Across the records below, how many lines include the string "Chubut"? State the number and nothing more.

DATA FOR THIS TASK:
━━━━

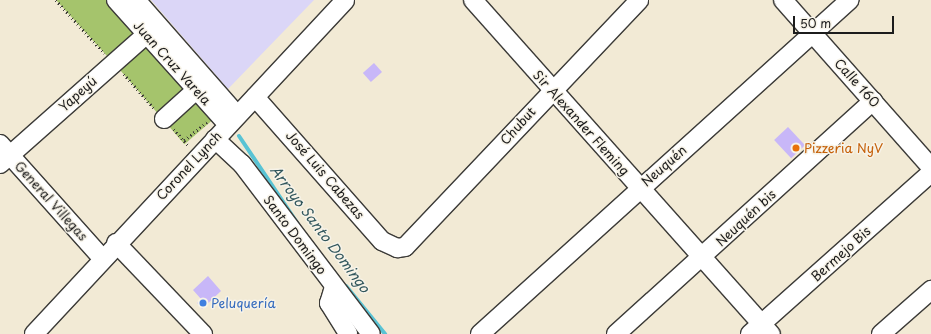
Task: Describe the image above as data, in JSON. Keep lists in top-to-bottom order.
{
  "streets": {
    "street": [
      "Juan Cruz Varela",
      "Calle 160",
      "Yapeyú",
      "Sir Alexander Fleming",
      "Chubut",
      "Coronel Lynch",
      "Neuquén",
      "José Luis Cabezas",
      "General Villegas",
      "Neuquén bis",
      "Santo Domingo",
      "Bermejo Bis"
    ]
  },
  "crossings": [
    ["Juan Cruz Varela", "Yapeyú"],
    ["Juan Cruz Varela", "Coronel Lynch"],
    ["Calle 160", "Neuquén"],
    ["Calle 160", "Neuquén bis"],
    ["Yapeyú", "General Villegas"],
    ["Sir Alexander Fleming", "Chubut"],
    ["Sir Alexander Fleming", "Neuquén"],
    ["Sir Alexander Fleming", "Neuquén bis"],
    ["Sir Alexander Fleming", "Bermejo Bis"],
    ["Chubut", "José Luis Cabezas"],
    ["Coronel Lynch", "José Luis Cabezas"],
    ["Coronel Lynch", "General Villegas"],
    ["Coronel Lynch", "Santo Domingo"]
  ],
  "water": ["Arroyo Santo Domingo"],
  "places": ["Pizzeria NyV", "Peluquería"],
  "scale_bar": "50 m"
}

━━━━

SOLUTION TO THE PROBLEM: 3